> What is expected:
What is the number of lines below that contain the word "Avenue"? Respond with that number alone.
-=-=-=-=-
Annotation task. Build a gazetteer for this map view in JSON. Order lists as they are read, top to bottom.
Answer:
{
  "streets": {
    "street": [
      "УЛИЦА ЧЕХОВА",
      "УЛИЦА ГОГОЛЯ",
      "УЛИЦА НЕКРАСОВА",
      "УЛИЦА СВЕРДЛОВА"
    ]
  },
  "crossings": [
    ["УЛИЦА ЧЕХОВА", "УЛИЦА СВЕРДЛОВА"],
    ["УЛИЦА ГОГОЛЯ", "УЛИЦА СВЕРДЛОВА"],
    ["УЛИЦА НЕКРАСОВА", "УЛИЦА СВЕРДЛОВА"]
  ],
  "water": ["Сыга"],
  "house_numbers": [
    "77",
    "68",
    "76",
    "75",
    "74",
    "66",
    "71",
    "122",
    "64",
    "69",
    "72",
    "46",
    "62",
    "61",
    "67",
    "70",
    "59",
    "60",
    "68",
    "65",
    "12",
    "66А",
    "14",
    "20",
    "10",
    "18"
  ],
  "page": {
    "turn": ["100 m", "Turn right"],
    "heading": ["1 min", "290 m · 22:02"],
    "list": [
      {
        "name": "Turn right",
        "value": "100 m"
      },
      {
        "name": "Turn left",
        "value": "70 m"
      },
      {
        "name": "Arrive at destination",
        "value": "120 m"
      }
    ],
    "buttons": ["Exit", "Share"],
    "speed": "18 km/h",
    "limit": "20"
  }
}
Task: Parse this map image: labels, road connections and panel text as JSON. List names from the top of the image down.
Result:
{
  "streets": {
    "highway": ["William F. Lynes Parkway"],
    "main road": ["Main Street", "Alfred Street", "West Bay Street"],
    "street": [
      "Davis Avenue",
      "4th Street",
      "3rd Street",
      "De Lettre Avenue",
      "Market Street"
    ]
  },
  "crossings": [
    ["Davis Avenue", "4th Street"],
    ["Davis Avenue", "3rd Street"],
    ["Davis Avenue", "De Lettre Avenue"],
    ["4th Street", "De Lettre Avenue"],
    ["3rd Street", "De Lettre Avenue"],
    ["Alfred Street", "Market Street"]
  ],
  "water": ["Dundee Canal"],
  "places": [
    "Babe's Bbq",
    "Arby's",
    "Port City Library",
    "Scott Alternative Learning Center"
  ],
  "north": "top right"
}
-=-=-=-=-
> Finished exercise:
7